▶ **PROBLEM**
Whenever the string "JSON" turns up in a line below, that line should be copied.

───── EXERCISE DATA

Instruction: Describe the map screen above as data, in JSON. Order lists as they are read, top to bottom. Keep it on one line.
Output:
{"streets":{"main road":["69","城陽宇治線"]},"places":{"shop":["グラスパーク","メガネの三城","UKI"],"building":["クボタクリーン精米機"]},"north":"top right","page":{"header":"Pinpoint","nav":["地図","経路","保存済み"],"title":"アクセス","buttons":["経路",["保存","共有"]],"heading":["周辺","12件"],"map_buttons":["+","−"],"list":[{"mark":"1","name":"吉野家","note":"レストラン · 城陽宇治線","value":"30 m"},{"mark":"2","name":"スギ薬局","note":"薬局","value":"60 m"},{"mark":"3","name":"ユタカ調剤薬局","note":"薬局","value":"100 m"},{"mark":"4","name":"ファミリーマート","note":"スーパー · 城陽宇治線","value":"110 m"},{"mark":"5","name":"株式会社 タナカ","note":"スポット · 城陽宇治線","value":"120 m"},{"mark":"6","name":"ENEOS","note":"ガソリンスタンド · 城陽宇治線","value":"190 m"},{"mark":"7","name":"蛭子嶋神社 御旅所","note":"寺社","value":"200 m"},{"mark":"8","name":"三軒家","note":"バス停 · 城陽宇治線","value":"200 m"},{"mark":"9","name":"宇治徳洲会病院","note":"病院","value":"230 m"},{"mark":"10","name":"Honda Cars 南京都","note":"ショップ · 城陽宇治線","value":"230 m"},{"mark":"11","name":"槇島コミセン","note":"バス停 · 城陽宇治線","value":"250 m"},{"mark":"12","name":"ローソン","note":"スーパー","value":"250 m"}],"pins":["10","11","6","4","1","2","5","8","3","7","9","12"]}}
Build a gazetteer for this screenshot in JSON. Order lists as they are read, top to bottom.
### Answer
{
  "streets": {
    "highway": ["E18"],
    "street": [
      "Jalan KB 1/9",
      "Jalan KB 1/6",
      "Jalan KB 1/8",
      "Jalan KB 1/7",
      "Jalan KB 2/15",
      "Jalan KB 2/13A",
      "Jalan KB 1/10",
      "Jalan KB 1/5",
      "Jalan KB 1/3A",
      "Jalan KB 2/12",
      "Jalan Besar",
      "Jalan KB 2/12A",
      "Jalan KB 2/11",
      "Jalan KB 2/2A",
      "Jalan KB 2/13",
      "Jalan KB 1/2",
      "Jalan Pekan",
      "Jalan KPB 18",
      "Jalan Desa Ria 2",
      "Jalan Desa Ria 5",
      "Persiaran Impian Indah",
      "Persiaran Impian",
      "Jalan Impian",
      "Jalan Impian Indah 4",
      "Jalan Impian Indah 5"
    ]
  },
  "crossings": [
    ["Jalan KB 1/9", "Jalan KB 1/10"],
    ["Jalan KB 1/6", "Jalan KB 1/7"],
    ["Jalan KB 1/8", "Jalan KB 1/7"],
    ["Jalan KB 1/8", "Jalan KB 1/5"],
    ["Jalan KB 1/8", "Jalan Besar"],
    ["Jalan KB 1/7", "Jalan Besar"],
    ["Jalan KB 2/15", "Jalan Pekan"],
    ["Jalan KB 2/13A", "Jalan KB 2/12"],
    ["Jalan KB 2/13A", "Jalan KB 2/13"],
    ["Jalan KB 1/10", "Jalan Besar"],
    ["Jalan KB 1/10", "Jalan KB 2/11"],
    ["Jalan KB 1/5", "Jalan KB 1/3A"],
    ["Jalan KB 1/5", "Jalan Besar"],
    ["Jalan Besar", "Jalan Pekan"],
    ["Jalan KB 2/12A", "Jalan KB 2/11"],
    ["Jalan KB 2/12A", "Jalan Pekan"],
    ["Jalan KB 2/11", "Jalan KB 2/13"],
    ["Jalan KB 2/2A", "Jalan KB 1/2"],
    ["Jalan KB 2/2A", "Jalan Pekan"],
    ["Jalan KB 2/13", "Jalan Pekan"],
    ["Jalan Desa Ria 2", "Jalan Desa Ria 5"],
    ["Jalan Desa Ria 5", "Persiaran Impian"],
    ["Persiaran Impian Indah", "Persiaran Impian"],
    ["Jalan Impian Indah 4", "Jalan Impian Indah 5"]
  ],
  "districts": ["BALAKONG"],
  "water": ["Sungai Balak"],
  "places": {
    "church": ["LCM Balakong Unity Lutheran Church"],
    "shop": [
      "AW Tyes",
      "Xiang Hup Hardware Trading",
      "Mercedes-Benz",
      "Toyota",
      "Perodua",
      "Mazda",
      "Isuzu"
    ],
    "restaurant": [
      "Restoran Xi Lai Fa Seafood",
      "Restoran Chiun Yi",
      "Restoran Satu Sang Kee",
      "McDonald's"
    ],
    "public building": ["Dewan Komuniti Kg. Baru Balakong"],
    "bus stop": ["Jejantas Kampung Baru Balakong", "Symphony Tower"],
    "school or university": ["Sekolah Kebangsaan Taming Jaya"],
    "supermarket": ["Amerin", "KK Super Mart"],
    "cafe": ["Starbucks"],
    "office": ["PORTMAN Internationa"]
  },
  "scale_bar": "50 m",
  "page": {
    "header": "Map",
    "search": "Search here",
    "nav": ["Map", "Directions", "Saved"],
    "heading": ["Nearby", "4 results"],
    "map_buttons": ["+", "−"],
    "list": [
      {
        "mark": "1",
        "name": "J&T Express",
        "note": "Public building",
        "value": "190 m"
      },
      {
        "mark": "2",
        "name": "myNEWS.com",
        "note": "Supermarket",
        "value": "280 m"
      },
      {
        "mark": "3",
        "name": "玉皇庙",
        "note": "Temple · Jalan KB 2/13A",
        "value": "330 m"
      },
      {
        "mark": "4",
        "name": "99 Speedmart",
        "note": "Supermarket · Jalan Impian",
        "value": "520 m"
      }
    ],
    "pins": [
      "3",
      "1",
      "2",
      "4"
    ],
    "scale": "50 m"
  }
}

──────────

▶ **OUTPUT FOR THIS EXERCISE**
Instruction: Describe the map screen above as data, in JSON. Order lists as they are read, top to bottom. Keep it on one line.
Build a gazetteer for this screenshot in JSON. Order lists as they are read, top to bottom.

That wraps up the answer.